The Citadel AI team is excited to release LangCheck Studio – our free, public playground for experimenting with LLM-as-a-judge techniques.
Over the past two years, we’ve seen LLM-as-a-judge become an indispensable technique for ensuring the quality, safety, and security of LLM applications. It easily adapts to your business requirements and requires no coding expertise, enabling non-technical domain experts (e.g. doctors, lawyers, support agents) to collaborate with engineers to refine LLM behavior.

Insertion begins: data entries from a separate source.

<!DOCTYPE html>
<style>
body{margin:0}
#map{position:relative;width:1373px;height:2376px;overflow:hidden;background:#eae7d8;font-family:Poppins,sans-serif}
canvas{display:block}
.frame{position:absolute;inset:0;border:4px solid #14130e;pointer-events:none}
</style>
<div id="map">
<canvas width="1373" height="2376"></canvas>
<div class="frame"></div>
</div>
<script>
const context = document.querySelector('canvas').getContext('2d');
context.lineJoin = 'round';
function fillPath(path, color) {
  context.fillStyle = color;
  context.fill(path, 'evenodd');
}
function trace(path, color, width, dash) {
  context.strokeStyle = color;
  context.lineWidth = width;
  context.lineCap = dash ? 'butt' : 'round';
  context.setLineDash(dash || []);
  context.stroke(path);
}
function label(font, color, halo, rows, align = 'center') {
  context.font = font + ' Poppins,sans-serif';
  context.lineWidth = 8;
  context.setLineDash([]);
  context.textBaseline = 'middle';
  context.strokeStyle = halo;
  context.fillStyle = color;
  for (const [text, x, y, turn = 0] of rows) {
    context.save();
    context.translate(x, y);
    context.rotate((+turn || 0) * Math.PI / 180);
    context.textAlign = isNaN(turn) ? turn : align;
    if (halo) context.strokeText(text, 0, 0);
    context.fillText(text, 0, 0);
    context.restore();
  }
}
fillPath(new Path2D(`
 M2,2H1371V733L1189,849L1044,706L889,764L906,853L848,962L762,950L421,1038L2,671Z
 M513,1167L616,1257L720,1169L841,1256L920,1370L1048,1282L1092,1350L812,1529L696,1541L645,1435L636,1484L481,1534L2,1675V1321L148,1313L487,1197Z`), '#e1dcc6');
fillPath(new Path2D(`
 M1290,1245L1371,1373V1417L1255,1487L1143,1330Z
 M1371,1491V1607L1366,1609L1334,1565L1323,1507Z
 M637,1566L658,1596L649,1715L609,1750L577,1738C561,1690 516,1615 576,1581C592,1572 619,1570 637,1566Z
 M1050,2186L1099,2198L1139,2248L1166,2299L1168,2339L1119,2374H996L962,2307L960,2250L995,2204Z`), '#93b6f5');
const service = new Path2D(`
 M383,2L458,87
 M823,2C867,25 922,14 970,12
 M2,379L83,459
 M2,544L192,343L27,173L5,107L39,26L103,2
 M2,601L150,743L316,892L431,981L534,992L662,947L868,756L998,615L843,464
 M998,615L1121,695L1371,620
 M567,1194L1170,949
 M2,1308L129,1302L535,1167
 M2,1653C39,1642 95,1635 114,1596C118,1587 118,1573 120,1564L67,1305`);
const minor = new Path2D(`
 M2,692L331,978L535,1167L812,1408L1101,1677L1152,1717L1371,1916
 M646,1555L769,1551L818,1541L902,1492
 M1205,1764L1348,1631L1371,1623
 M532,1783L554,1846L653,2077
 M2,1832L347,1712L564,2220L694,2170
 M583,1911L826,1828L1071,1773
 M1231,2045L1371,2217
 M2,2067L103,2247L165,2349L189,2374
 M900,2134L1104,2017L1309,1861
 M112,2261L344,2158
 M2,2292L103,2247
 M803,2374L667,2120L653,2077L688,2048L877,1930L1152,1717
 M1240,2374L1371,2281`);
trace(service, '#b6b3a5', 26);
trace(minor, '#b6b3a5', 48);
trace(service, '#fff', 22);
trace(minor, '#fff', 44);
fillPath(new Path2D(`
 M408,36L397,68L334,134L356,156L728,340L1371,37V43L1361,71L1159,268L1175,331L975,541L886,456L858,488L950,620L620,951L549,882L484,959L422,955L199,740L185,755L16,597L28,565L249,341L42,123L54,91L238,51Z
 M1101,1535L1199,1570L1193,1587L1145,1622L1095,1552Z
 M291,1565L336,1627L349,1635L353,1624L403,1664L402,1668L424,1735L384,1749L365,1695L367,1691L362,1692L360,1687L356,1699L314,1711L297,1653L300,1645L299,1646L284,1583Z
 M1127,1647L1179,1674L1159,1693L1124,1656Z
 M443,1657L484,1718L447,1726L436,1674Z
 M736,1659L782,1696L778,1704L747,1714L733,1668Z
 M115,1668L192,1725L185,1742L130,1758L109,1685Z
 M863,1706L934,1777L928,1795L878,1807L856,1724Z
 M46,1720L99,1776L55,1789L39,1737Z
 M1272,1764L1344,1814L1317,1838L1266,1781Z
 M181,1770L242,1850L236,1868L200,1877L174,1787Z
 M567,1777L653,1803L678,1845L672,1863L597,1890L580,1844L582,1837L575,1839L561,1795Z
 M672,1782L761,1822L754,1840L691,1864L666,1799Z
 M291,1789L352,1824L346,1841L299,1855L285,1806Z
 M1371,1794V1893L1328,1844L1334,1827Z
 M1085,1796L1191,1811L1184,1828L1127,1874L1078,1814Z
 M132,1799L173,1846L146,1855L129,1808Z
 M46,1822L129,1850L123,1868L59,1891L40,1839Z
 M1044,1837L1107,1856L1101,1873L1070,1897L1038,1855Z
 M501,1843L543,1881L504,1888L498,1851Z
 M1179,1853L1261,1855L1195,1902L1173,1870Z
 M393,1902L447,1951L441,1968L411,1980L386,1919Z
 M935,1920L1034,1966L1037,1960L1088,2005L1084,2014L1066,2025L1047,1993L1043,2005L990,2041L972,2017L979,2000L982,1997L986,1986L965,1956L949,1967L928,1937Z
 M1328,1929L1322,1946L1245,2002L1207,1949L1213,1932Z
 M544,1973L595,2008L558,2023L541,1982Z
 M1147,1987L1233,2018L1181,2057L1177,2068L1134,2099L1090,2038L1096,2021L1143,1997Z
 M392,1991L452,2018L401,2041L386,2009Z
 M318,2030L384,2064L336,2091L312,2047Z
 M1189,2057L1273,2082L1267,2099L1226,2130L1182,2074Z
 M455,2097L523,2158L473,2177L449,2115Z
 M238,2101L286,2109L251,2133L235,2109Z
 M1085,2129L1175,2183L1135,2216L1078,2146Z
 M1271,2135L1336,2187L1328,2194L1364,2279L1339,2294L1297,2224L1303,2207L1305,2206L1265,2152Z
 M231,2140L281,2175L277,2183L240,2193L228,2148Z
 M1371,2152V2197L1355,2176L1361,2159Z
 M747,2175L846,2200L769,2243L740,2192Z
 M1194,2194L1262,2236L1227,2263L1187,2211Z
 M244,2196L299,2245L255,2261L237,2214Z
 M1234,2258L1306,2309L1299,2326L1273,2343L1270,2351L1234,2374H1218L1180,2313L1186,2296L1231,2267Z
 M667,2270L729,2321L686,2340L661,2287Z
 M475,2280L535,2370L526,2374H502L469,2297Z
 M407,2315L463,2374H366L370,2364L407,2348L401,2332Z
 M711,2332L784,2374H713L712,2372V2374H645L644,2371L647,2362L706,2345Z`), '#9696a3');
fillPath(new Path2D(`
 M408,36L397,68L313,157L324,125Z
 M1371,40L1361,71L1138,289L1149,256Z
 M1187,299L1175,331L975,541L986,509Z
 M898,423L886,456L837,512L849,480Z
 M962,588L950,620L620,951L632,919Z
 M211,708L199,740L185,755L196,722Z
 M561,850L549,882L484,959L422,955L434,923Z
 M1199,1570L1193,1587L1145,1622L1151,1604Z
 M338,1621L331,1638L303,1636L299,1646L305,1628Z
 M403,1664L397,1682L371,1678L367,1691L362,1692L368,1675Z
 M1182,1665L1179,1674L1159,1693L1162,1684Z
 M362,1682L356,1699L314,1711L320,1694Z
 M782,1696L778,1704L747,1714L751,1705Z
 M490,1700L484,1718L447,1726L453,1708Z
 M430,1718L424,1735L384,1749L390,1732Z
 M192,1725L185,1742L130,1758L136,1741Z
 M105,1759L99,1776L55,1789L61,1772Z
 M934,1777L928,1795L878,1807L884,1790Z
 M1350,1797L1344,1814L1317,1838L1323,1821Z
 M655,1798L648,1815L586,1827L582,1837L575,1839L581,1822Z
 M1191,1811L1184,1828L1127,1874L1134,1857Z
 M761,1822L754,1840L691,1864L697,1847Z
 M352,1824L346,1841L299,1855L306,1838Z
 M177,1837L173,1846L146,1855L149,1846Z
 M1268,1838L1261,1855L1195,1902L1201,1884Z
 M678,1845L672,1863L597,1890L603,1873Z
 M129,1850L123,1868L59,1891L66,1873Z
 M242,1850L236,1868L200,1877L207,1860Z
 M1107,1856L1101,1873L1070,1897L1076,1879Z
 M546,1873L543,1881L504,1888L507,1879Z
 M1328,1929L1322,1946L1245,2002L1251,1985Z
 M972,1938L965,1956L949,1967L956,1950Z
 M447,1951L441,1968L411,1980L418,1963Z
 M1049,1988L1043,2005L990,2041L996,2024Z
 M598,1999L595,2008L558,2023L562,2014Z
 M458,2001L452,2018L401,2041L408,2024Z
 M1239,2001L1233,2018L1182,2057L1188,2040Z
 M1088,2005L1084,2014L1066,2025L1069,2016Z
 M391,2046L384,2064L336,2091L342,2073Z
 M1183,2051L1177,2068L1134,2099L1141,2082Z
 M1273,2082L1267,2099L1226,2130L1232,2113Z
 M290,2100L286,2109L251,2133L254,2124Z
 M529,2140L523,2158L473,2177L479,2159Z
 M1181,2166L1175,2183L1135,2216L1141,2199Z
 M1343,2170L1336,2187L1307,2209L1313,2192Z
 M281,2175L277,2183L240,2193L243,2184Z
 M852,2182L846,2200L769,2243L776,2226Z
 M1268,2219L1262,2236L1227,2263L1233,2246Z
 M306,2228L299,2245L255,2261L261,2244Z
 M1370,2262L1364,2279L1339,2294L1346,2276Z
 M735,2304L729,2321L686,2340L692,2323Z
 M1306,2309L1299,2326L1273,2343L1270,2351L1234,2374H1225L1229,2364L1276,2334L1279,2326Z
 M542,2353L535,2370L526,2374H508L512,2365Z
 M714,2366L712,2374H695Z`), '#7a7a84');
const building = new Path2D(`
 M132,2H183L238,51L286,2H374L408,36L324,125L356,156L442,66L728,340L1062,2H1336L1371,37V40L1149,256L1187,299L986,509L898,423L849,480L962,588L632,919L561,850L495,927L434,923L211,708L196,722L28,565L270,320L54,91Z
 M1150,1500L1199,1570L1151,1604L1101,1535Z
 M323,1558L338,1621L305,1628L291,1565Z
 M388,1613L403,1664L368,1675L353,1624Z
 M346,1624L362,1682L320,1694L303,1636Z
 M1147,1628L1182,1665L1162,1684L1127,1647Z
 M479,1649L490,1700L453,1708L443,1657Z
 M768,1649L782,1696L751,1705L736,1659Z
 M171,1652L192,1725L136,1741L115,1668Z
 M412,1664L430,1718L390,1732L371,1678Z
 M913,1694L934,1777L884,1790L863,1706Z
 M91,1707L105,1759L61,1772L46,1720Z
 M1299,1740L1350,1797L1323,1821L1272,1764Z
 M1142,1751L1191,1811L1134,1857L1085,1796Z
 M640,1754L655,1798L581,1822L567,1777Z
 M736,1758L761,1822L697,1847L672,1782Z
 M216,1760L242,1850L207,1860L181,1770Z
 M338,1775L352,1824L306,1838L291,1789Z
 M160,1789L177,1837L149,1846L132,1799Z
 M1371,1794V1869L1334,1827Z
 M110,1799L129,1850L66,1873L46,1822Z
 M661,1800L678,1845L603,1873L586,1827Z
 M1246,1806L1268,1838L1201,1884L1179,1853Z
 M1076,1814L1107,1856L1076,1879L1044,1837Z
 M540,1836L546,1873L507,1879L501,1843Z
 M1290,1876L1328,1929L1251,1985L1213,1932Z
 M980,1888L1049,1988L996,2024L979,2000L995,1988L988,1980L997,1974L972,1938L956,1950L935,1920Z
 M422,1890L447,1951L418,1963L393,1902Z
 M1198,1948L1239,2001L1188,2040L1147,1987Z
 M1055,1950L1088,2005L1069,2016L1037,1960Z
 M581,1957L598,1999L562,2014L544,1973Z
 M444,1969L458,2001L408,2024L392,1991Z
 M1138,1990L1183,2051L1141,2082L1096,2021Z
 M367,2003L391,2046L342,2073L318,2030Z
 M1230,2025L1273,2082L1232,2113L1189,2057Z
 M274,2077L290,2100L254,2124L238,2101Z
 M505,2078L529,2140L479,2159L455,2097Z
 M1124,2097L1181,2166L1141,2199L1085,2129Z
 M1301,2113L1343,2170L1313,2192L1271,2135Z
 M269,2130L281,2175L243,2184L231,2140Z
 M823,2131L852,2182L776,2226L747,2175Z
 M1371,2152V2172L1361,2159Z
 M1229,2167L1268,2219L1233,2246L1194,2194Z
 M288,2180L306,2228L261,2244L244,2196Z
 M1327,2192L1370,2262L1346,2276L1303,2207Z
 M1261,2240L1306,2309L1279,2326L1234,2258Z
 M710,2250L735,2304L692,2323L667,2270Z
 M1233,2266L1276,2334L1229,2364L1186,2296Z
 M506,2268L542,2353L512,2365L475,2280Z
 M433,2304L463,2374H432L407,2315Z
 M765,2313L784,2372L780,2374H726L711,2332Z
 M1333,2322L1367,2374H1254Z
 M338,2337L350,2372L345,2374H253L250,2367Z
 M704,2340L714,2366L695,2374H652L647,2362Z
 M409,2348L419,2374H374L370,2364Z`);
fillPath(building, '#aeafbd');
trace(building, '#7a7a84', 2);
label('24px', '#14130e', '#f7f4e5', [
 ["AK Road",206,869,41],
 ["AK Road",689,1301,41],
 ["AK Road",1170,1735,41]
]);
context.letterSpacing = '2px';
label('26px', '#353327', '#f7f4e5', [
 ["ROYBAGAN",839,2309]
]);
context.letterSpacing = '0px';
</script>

With LangCheck Studio, we wanted to make it easy to try the LLM-as-a-judge workflow in your browser, no code required. It showcases the core principle of Eval-Centric AI: LLM-as-a-judge validated against human judgement.
LangCheck Studio is built on our team’s experience developing LangCheck, the leading open-source library for multilingual LLM evaluation, and Lens for LLMs, our commercial product for evaluating, monitoring, and governing AI systems.
Evaluation Workflow in LangCheck Studio
Let’s walk through LangCheck Studio’s workflow for evaluating LLMs. First, select one or two LLMs that you’d like to evaluate on a task, such as answering customer support tickets.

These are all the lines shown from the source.